--- Supplied information Enclosed Below ---

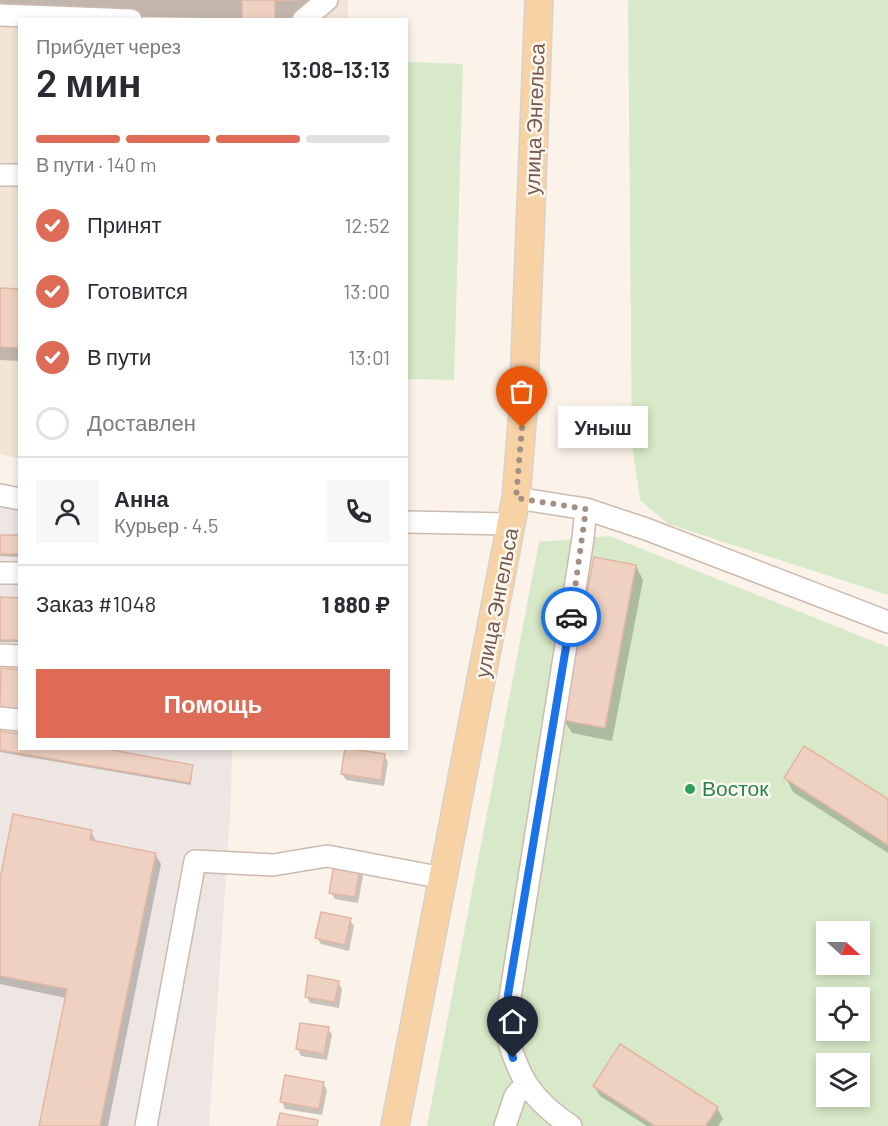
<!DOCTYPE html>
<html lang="ru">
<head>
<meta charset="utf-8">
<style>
  :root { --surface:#fff; --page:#f7f7f7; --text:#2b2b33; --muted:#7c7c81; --line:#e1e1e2; --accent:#de6b55 }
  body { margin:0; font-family:Barlow,sans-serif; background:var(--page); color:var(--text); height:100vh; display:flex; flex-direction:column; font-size:22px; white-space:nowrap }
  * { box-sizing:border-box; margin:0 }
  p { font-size:20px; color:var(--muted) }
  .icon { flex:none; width:33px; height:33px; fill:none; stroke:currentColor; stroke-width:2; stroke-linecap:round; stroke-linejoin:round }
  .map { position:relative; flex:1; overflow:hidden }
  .details { position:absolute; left:18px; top:18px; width:390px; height:732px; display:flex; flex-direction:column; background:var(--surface); border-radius:0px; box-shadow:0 3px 9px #0003 }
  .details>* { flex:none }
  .needle { width:39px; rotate:111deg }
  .tools { position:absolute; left:816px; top:921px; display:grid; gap:12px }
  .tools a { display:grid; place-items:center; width:54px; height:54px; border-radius:0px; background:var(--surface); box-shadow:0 3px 9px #0003; font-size:30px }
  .pin { position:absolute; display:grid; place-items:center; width:51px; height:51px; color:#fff; margin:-62px -26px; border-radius:50% 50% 50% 0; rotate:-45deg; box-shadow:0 0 6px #0007 }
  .pin .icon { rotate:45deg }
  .courier { position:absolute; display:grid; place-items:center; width:60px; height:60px; margin:-30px; border:4px solid #1a73e8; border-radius:50%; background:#fff; color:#222; box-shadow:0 2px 8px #0007 }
  .bubble { position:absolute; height:42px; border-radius:0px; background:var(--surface); box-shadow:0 3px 9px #0003; font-size:20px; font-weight:600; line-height:42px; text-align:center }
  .head em { font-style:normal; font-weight:600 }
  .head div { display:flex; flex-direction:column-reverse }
  .head { display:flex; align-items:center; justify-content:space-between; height:102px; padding:0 18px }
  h1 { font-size:39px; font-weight:600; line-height:45px }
  .bar { display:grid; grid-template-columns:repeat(4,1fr); gap:9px 6px; align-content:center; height:72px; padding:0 18px }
  .bar i { height:8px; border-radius:4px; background:var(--line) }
  .bar .on { background:var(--accent) }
  .bar p { grid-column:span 4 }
  .line { display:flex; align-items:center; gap:15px; padding:0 18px; border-top:2px solid var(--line) }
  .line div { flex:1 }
  .round { display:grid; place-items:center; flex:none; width:63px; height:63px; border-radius:0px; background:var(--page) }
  ol { padding:0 18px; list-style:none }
  li { display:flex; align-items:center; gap:18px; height:66px }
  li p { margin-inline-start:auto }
  li .icon { padding:6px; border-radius:50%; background:var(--accent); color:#fff; stroke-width:4 }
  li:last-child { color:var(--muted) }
  li i { width:33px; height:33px; border:3px solid var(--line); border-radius:50% }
  .cta { display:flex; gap:12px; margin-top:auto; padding:12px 18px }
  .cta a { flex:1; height:69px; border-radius:0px; background:var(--accent); color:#fff; font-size:24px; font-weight:600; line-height:69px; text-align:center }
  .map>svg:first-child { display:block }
</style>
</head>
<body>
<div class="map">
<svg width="888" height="1126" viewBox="0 0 888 1126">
  <rect width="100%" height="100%" fill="#fbf3e9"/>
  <!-- residential -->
  <path fill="#f3e4d8" d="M0 0H348V19L20 20 19 459 0 454Z"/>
  <!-- industrial -->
  <path fill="#ede6e2" d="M0 506 19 508 20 748 232 749 231 801 209 1126H0Z"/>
  <!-- green -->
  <path fill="#d7e9c8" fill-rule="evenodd" d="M628 0H888V595L668 524 640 500 632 444Z
    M407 62 463 64 454 380 407 379Z
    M609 536 888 647V1126H427L539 542ZM826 932H860V964H826ZM826 998H860V1030H826ZM826 1064H860V1096H826Z"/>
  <!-- shadow -->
  <path fill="#0003" d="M0 0H317L308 1 307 20 0 14Z
    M0 290 20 291V361L0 360Z
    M0 536 20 537V557L0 556Z
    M636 566 643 580 612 741 572 733 564 720Z
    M0 599H20V642H0Z
    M0 732 20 748 192 766 191 785 0 752Z
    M384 755 388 762 384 786 346 780 342 774Z
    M786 778 888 801V853L793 792Z
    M91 832 97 843 155 854 161 864 108 1126H41L66 998 0 984V886Z
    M359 870 363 876 358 903 335 899 331 893Z
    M350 920 354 926 349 951 321 944 317 938Z
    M338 982 342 989 339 1008 310 1003 306 996Z
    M328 1029 332 1035 327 1060 301 1056 298 1049Z
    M620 1046 717 1108 723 1119 718 1126H647L600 1096 594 1086Z
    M323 1083 327 1090 322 1115 285 1109 282 1102Z"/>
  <!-- building -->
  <path fill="#efd1c2" stroke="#e1b7a3" stroke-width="1.5" d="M242 0H297L275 1V20H242Z
    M0 288 20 289V348L0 347Z
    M0 535H20V554H0Z
    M594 557 636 565 605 728 562 720Z
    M0 597 20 598V640H0Z
    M1 668 20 670V710L0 707Z
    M0 731 20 734V748H101L193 765 190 783 0 750Z
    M804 746 888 799V845L784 778Z
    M345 748 385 754 381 780 341 774Z
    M13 814 92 830 90 840 156 853 100 1126H39L67 989 0 976V879Z
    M334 864 360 868 355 897 329 893Z
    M321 912 351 918 345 945 315 938Z
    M308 975 339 981 335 1002 305 997Z
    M300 1023 329 1027 324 1054 296 1049Z
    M620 1044 718 1107 706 1126H655L593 1086Z
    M285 1075 324 1082 319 1109 280 1102Z
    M280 1113 318 1120 317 1126H277Z"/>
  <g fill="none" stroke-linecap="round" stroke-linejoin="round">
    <defs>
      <path id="minor" d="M0 15 131 20
        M303 20 327 0
        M0 175H20
        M0 495 20 499
        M516 498 586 509 646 529 888 622
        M406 522 512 524
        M0 573H20
        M0 655 20 656
        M0 718 20 720
        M146 1126 195 861 273 865 327 856 443 878
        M505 1126 515 1096 526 1084
        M571 1126C530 1099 518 1076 505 1029L583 538 586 509"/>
      <path id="major" d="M395 1126 516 498 523 411 539 0"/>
    </defs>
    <!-- minor casing -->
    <use href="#minor" stroke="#cdbaaf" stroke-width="24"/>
    <!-- major casing -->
    <use href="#major" stroke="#d8d1cd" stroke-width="30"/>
    <!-- minor -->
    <use href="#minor" stroke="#fff" stroke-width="21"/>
    <!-- major -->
    <use href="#major" stroke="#f6d2a5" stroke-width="27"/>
  </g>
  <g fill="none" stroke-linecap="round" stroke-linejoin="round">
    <!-- done -->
    <path stroke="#a48f84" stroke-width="6" stroke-dasharray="0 10.8" d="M522 428 516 498 586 509 571 617"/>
    <!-- route -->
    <path stroke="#1a73e8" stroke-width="8" d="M513 1058 505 1029 508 995 571 617"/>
  </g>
  <!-- markers -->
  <circle fill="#2e9e5b" stroke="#fef7ef" stroke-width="2" cx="690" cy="789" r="6"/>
  <g text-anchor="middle" stroke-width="5" stroke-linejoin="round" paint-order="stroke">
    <!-- street labels -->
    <g font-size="21" fill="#75594e" stroke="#fef7ef">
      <text transform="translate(535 119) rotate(-88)" y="7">улица Энгельса</text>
      <text transform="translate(497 603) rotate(-79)" y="7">улица Энгельса</text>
    </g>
    <!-- leisure labels -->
    <g font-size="21" fill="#27864d" stroke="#fef7ef" text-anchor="start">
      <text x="702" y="796">Восток</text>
    </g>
  </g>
</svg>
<div class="tools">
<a><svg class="needle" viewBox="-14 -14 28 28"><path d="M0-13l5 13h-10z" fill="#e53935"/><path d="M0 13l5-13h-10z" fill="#7c7c81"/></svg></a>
<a><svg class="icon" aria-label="locate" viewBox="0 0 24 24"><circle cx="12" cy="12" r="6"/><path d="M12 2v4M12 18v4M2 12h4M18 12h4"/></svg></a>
<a><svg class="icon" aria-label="layers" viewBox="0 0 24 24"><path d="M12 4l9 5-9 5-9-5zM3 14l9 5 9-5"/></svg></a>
</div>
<div class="pin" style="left:522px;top:428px;background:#ea580c"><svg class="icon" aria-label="bag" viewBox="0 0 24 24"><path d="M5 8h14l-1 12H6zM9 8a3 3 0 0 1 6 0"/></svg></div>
<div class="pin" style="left:513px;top:1058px;background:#1f2937"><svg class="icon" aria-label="home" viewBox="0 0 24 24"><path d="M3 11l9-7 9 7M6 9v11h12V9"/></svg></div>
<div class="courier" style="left:571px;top:617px"><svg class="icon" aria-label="car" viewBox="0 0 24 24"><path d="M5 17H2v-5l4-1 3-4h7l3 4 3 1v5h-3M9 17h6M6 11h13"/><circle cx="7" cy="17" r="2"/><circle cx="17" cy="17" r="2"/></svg></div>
<div class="bubble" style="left:558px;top:406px;width:90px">Уныш</div>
<section class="details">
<div class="head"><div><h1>2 мин</h1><p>Прибудет через</p></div><em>13:08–13:13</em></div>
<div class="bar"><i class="on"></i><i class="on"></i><i class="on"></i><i></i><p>В пути · 140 m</p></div>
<ol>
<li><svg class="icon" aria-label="check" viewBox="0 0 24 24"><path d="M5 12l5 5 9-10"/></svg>Принят<p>12:52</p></li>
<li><svg class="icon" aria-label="check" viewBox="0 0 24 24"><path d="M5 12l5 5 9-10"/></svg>Готовится<p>13:00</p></li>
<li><svg class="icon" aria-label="check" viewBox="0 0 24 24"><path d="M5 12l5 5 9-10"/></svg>В пути<p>13:01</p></li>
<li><i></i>Доставлен</li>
</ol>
<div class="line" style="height:108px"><a class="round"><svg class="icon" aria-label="person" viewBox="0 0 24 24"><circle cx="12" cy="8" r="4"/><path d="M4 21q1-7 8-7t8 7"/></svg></a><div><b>Анна</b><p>Курьер · 4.5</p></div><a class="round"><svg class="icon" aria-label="phone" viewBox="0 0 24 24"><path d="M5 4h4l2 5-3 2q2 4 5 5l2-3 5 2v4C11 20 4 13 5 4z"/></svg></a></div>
<div class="line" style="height:78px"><div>Заказ #1048</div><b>1 880 ₽</b></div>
<div class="cta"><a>Помощь</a></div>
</section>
</div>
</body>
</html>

--- End of Enclosed Supplied information ---

Starting at the line above that contains "<!-- building -->", repeat each line exactly up to and including the line that contains "<!-- minor casing -->", and stop there.

  <!-- building -->
  <path fill="#efd1c2" stroke="#e1b7a3" stroke-width="1.5" d="M242 0H297L275 1V20H242Z
    M0 288 20 289V348L0 347Z
    M0 535H20V554H0Z
    M594 557 636 565 605 728 562 720Z
    M0 597 20 598V640H0Z
    M1 668 20 670V710L0 707Z
    M0 731 20 734V748H101L193 765 190 783 0 750Z
    M804 746 888 799V845L784 778Z
    M345 748 385 754 381 780 341 774Z
    M13 814 92 830 90 840 156 853 100 1126H39L67 989 0 976V879Z
    M334 864 360 868 355 897 329 893Z
    M321 912 351 918 345 945 315 938Z
    M308 975 339 981 335 1002 305 997Z
    M300 1023 329 1027 324 1054 296 1049Z
    M620 1044 718 1107 706 1126H655L593 1086Z
    M285 1075 324 1082 319 1109 280 1102Z
    M280 1113 318 1120 317 1126H277Z"/>
  <g fill="none" stroke-linecap="round" stroke-linejoin="round">
    <defs>
      <path id="minor" d="M0 15 131 20
        M303 20 327 0
        M0 175H20
        M0 495 20 499
        M516 498 586 509 646 529 888 622
        M406 522 512 524
        M0 573H20
        M0 655 20 656
        M0 718 20 720
        M146 1126 195 861 273 865 327 856 443 878
        M505 1126 515 1096 526 1084
        M571 1126C530 1099 518 1076 505 1029L583 538 586 509"/>
      <path id="major" d="M395 1126 516 498 523 411 539 0"/>
    </defs>
    <!-- minor casing -->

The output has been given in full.